Measuring C-reactive protein helps identify people with heart
disease, but there is no reason to think that elevated levels of the substance
itself cause heart problems.
Questions
Q. Do CoQ10 and
Lipoic acid
supplements reduce c
reactive protein levels?
A. I am not sure, I have not seen such as alpha lipoic
acid
studies yet but
vitamin C does appear to reduce C reactive protein levels, so does cacao.
Q. Hello, I was wondering if Dr. Sahelian knew
of any supplement that managed C-reactive proteins levels in the body. From what
I understand C-reactive proteins are strong contributors to heart attacks and
strokes.
A. Rather than focusing on one blood study such as c reactive
protein, cholesterol, homocysteine, and others, it is important to take a more
comprehensive approach. There are many inflammatory substances in the body that
influence heart disease and a comprehensive dietary and supplement approach,
along with exercise, will lead to better prevention and healing. See the link
for heart disease at the top of the page.
Q. The Crestor study in 2008 showed benefit in those with elevated c-reactive protein. Aspirin is also especially effective in that group, as I understand it. One thing that should be discussed is why this study did not include an arm taking 81 or 162 mg a day aspirin and no Crestor. The study might then have shown an equivalent or greater reduction in cardiac / stroke events in the aspirin arm. (There also could have been a Crestor plus aspirin arm.) Of course, natural products could be tested in the same way.
Q. Can you tell me about resolvins and how
they interact with CRP.
A. See
resolvins for more
information.
A recent test showed a high level of c reactive protein.
Are there supplements that would lower it?

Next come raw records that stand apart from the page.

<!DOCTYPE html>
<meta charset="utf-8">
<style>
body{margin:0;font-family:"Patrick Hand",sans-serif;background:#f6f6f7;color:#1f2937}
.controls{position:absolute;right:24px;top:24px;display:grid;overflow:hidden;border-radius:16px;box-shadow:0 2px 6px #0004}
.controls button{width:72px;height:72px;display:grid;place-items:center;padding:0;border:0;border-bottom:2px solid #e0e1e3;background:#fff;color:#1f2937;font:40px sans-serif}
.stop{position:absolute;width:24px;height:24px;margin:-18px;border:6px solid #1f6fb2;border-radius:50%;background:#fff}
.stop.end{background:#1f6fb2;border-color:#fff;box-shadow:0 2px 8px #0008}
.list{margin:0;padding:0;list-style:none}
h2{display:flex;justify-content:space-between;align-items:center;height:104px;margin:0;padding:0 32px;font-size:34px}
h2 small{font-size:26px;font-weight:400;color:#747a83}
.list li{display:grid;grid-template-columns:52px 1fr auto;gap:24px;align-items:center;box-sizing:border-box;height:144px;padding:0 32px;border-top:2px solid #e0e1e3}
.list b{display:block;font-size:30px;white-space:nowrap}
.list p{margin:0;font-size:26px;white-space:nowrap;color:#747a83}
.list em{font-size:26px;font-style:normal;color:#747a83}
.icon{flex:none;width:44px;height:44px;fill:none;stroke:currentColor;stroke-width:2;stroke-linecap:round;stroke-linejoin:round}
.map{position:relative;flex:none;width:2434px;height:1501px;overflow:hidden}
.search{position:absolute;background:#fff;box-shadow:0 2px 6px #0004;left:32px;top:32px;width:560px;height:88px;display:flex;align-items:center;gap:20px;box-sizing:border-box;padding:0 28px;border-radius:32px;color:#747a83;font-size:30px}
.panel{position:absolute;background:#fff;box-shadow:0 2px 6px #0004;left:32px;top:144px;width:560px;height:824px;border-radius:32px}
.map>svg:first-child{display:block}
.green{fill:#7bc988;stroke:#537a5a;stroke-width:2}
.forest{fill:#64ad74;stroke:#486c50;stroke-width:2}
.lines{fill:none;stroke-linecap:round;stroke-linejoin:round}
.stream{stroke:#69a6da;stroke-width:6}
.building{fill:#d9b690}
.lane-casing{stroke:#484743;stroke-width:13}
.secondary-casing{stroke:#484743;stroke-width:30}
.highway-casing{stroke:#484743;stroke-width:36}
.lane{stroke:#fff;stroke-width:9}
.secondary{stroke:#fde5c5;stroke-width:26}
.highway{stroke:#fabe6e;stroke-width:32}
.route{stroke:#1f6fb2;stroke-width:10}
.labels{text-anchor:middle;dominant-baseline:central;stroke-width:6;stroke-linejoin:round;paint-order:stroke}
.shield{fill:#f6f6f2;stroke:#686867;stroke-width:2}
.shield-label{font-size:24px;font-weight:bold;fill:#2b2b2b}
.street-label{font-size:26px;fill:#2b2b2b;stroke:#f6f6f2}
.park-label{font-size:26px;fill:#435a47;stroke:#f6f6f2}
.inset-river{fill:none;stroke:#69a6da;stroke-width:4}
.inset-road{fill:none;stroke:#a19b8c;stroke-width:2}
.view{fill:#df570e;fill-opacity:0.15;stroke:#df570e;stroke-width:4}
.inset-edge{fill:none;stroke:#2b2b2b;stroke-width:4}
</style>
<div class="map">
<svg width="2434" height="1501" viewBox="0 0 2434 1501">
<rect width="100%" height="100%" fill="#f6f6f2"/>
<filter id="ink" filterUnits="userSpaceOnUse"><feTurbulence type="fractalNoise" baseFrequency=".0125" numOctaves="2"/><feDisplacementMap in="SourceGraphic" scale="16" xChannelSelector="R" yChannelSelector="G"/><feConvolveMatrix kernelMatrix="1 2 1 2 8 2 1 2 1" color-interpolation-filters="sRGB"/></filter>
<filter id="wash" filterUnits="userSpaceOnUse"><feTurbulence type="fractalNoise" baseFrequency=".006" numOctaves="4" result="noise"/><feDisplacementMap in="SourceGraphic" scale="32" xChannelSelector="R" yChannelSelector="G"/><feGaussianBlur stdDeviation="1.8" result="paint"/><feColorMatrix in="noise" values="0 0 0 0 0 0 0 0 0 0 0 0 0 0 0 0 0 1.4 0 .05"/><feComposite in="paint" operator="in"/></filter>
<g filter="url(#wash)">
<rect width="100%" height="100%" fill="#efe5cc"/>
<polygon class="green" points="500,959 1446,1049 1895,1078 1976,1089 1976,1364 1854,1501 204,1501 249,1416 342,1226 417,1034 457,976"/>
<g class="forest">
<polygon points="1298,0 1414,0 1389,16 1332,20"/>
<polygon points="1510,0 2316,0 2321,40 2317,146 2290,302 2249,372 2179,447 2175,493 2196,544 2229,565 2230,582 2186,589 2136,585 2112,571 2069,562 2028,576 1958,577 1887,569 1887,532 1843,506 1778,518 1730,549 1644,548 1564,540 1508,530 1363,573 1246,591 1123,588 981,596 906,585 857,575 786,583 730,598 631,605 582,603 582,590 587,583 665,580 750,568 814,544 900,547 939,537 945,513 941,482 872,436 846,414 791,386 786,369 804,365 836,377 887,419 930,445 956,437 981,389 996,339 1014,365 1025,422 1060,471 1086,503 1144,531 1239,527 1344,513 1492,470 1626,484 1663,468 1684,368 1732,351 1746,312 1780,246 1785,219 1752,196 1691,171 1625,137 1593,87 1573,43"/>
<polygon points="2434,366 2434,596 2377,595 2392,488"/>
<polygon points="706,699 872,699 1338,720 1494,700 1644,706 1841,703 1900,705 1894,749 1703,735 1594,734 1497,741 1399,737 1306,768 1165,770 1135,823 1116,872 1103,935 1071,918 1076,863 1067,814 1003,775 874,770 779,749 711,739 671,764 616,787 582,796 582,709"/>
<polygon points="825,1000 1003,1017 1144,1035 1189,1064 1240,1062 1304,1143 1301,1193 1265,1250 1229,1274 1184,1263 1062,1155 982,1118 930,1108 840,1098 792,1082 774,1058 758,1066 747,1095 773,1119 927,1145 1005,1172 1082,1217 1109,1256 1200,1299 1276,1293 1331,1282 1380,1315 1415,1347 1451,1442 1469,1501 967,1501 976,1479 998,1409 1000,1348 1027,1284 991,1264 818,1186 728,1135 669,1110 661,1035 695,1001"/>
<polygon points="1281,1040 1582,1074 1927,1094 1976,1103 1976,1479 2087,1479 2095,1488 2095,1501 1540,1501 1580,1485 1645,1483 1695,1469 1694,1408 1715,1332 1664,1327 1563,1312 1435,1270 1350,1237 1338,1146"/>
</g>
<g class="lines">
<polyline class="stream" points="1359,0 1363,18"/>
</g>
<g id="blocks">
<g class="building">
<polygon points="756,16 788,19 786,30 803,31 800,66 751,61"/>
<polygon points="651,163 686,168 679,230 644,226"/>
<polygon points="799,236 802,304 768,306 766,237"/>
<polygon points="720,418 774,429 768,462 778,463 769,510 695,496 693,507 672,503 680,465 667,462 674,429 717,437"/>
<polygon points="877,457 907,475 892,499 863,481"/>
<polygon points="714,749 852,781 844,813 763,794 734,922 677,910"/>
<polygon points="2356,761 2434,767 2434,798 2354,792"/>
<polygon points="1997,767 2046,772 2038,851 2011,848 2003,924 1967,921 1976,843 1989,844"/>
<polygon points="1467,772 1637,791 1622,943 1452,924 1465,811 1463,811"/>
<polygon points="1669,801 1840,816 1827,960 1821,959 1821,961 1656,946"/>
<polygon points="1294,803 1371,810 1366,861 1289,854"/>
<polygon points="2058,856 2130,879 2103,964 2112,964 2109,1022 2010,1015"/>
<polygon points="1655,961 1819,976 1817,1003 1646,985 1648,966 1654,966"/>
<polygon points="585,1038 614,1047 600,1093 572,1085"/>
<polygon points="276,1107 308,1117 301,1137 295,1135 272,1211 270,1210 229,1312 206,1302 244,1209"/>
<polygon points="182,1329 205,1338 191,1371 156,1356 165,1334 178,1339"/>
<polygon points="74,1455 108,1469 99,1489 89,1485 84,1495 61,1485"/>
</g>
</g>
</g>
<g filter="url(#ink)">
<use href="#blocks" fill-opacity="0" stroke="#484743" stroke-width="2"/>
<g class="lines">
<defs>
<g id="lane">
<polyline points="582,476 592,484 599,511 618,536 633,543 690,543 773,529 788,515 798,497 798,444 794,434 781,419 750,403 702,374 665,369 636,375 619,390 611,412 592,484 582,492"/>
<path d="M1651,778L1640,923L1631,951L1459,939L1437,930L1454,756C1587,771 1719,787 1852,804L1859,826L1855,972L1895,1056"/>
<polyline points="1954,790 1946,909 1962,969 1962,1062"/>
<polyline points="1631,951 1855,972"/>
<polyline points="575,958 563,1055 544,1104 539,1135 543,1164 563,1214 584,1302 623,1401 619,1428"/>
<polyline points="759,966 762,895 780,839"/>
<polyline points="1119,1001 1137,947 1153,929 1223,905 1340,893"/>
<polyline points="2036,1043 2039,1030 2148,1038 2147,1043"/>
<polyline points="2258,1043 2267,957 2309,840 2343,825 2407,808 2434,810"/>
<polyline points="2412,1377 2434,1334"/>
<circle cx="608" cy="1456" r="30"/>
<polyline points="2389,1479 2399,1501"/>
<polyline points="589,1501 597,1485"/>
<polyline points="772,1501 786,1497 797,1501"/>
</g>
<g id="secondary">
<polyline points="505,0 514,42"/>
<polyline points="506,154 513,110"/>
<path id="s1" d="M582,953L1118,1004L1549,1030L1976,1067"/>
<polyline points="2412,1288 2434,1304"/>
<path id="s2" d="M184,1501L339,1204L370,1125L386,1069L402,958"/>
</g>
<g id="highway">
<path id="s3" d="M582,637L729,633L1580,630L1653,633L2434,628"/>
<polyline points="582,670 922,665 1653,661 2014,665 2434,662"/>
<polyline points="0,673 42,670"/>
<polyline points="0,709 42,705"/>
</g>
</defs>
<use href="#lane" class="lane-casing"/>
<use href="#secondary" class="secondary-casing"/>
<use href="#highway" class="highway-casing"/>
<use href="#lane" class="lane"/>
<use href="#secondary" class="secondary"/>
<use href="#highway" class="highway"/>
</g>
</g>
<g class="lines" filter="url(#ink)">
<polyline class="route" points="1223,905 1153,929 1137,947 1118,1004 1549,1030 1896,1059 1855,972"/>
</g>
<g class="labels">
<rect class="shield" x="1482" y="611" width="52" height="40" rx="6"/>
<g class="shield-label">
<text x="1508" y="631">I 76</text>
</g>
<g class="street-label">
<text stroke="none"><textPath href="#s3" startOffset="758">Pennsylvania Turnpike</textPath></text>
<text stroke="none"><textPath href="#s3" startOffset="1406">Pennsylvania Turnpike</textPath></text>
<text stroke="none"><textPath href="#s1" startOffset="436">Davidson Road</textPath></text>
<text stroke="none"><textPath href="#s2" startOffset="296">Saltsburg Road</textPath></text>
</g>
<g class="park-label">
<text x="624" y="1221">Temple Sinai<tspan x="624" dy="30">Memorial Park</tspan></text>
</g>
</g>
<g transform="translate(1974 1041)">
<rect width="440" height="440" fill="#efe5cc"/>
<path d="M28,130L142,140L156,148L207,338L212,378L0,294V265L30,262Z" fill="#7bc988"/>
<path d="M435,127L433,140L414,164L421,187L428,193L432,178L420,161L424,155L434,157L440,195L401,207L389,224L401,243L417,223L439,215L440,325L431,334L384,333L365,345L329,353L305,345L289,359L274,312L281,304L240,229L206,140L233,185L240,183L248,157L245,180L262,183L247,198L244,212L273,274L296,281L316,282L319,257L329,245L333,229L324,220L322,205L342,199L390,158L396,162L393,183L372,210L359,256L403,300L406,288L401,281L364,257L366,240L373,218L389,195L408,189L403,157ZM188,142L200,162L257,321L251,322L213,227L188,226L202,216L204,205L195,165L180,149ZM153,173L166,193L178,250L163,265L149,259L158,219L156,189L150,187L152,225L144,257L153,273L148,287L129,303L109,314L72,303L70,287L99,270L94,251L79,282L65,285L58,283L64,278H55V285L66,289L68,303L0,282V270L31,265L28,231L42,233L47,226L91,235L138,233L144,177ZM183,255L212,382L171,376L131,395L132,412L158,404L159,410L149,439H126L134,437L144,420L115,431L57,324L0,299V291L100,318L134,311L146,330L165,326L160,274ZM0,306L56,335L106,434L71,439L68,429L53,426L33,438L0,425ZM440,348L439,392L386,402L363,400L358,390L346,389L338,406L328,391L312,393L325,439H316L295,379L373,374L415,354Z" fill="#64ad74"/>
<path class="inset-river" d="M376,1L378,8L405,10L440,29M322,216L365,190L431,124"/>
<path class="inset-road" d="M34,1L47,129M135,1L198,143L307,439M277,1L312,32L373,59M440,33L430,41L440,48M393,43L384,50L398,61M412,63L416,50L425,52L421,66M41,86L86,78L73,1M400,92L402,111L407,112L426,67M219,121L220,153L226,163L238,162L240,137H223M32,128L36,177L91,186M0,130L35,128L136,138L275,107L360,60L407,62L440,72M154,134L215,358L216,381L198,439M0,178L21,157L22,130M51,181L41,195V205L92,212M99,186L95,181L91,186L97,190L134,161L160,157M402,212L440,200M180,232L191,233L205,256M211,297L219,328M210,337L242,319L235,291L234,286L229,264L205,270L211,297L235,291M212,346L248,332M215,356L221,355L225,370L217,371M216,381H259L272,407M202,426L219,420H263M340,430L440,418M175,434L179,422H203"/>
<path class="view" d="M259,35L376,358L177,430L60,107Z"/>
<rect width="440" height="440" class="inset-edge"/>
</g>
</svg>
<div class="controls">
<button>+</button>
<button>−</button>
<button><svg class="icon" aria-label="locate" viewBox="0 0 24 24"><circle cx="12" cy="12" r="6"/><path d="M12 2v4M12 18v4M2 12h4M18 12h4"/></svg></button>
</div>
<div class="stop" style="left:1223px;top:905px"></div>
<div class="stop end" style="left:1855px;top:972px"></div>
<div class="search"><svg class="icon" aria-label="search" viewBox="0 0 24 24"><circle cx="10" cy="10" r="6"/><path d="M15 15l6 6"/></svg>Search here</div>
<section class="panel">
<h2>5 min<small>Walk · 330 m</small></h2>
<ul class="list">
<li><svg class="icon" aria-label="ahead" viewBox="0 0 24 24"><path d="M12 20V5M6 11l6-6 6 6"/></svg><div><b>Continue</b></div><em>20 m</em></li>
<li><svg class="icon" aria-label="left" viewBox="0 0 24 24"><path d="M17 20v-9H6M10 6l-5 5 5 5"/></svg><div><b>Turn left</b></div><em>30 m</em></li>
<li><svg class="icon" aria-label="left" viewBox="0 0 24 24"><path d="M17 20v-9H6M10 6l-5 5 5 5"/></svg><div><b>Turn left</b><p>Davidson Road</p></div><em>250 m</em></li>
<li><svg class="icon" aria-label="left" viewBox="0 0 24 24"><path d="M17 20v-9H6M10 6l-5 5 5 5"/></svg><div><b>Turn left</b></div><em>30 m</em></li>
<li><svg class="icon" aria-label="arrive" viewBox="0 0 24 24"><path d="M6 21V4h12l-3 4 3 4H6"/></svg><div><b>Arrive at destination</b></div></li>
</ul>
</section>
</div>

Rather than focusing on specific supplements that lower it,
one should try to lower overall inflammation through several lifestyle and diet
changes. Supplements are used when all other methods do not show an adequate
response.
Can you recommend anything I can take in a natural
substance that would lower my C - Reactive Protein level. In my recent blood
test I had a reading of 11.7 mg/L, the range is 0.00 - 3.00 mg/L and its been
that way for the past several test. The blood test I got were through Life
Extention and blood draw from Lab Corp. Any help you can offer will be very much
appreciated as I have confidence in your recommendation and the product you
sell.
It is often a good idea to have a test done at a different
lab to confirm. The information on this website may be of benefit to you.
I truly enjoy reading your material and agree fully with
your advise and direction. Can you perhaps advise as to how can one reduce the
lpa and C- Reactive. Your thoughts would be much appreciated.
The best option is to eat a low inflammatory diet consisting
of fish, whole grains, lots of vegetables, and some fruit. Fish oils are
helpful.
Your article on high levels of CRP is extremely informing and I sincerely thank you for putting this on line. We have been monitoring my CRP for over a year. It was initially 45, then in the 20s, then 17. I have been taking fish oil and Vitamin C and am anxious to see if it has gone down (blood was taken today for HS-CRP). Your article provides food for thought, and I need that information, since my primary care physician doesn’t seem too concerned. Update: I had another HS-CRP test done in March 2010 and the result is 1.2! From what I have read, that is normal and almost puts me in the low risk category. Apparently my daily dose of 1000 mg fish oil and 2000 mg Vitamin C has made a difference. Too bad the doctor didn’t recommend that; I had to read it on line!